• [WHAT IS REQUIRED] Return each line below exactly as it reads, and omit any image in it.

[Collected data entries]
———
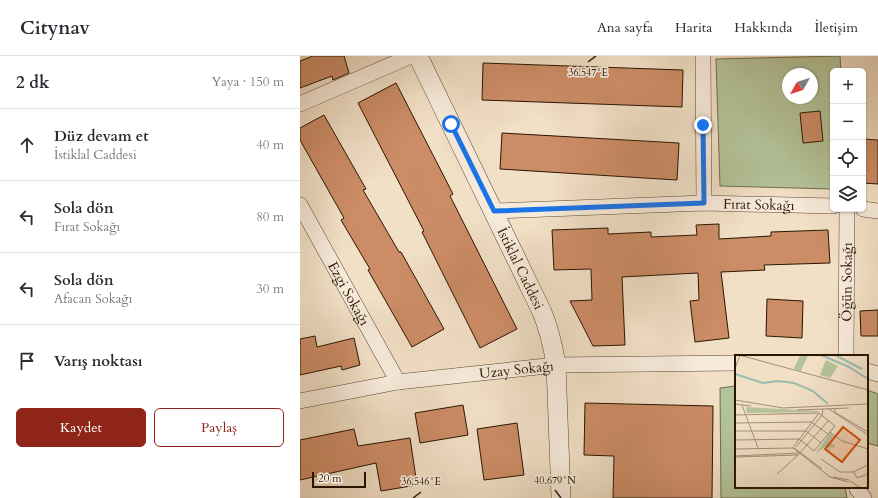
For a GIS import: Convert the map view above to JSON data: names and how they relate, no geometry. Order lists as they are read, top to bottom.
{
  "streets": {
    "street": [
      "Fırat Sokağı",
      "İstiklal Caddesi",
      "Öğün Sokağı",
      "Ezgi Sokağı",
      "Uzay Sokağı"
    ]
  },
  "crossings": [
    ["Fırat Sokağı", "İstiklal Caddesi"],
    ["İstiklal Caddesi", "Uzay Sokağı"],
    ["Ezgi Sokağı", "Uzay Sokağı"]
  ],
  "scale_bar": "20 m",
  "north": "bottom left",
  "page": {
    "header": "Citynav",
    "nav": [
      "Ana sayfa",
      "Harita",
      "Hakkında",
      "İletişim"
    ],
    "heading": ["2 dk", "Yaya · 150 m"],
    "map_buttons": ["+", "−"],
    "list": [
      ["Düz devam et", "İstiklal Caddesi", "40 m"],
      ["Sola dön", "Fırat Sokağı", "80 m"],
      ["Sola dön", "Afacan Sokağı", "30 m"],
      "Varış noktası"
    ],
    "buttons": ["Kaydet", "Paylaş"],
    "scale": "20 m"
  },
  "coordinates": ["36.547°E", "40.679°N", "36.546°E"]
}
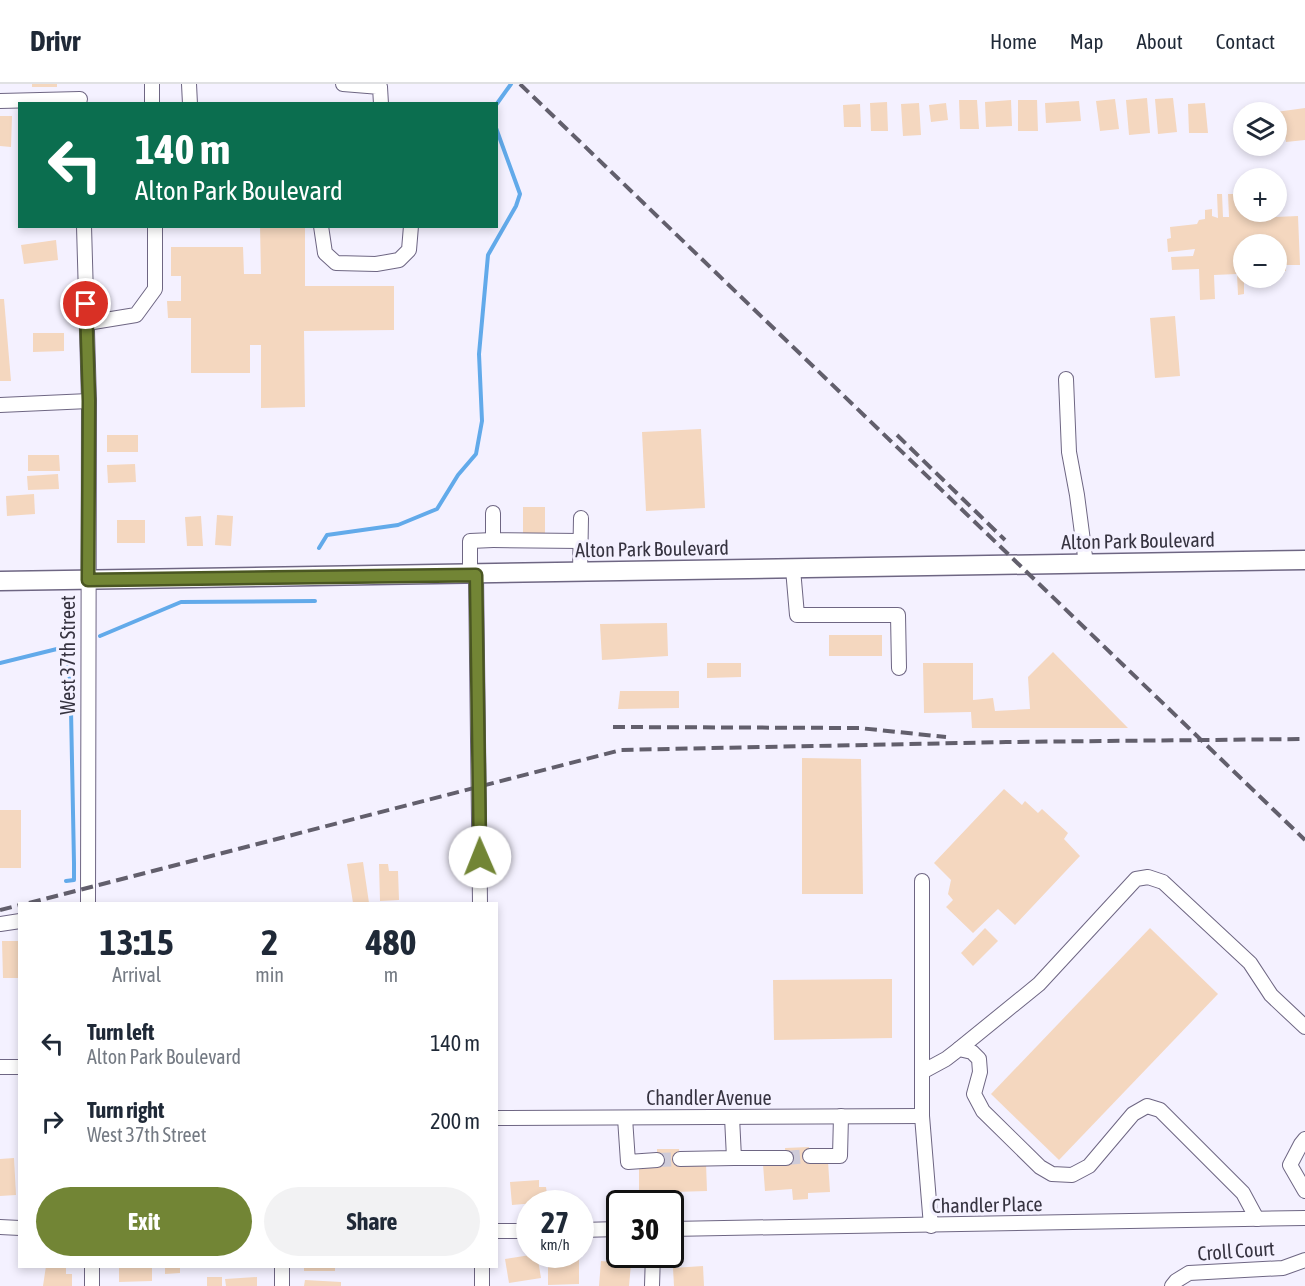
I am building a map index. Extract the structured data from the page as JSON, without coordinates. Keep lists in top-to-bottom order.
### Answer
{
  "streets": {
    "main road": ["Alton Park Boulevard"],
    "street": [
      "West 37th Street",
      "Chandler Avenue",
      "Chandler Place",
      "Croll Court"
    ]
  },
  "crossings": [
    ["Alton Park Boulevard", "West 37th Street"]
  ],
  "page": {
    "header": "Drivr",
    "nav": [
      "Home",
      "Map",
      "About",
      "Contact"
    ],
    "map_buttons": ["+", "−"],
    "turn": ["140 m", "Alton Park Boulevard"],
    "eta": [
      "13:15",
      "Arrival",
      "2",
      "min",
      "480",
      "m"
    ],
    "list": [
      {
        "name": "Turn left",
        "note": "Alton Park Boulevard",
        "value": "140 m"
      },
      {
        "name": "Turn right",
        "note": "West 37th Street",
        "value": "200 m"
      }
    ],
    "buttons": ["Exit", "Share"],
    "speed": "27 km/h",
    "limit": "30"
  }
}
———
• [TASK ANSWER]
For a GIS import: Convert the map view above to JSON data: names and how they relate, no geometry. Order lists as they are read, top to bottom.
{
  "streets": {
    "street": [
      "Fırat Sokağı",
      "İstiklal Caddesi",
      "Öğün Sokağı",
      "Ezgi Sokağı",
      "Uzay Sokağı"
    ]
  },
  "crossings": [
    ["Fırat Sokağı", "İstiklal Caddesi"],
    ["İstiklal Caddesi", "Uzay Sokağı"],
    ["Ezgi Sokağı", "Uzay Sokağı"]
  ],
  "scale_bar": "20 m",
  "north": "bottom left",
  "page": {
    "header": "Citynav",
    "nav": [
      "Ana sayfa",
      "Harita",
      "Hakkında",
      "İletişim"
    ],
    "heading": ["2 dk", "Yaya · 150 m"],
    "map_buttons": ["+", "−"],
    "list": [
      ["Düz devam et", "İstiklal Caddesi", "40 m"],
      ["Sola dön", "Fırat Sokağı", "80 m"],
      ["Sola dön", "Afacan Sokağı", "30 m"],
      "Varış noktası"
    ],
    "buttons": ["Kaydet", "Paylaş"],
    "scale": "20 m"
  },
  "coordinates": ["36.547°E", "40.679°N", "36.546°E"]
}
I am building a map index. Extract the structured data from the page as JSON, without coordinates. Keep lists in top-to-bottom order.
### Answer
{
  "streets": {
    "main road": ["Alton Park Boulevard"],
    "street": [
      "West 37th Street",
      "Chandler Avenue",
      "Chandler Place",
      "Croll Court"
    ]
  },
  "crossings": [
    ["Alton Park Boulevard", "West 37th Street"]
  ],
  "page": {
    "header": "Drivr",
    "nav": [
      "Home",
      "Map",
      "About",
      "Contact"
    ],
    "map_buttons": ["+", "−"],
    "turn": ["140 m", "Alton Park Boulevard"],
    "eta": [
      "13:15",
      "Arrival",
      "2",
      "min",
      "480",
      "m"
    ],
    "list": [
      {
        "name": "Turn left",
        "note": "Alton Park Boulevard",
        "value": "140 m"
      },
      {
        "name": "Turn right",
        "note": "West 37th Street",
        "value": "200 m"
      }
    ],
    "buttons": ["Exit", "Share"],
    "speed": "27 km/h",
    "limit": "30"
  }
}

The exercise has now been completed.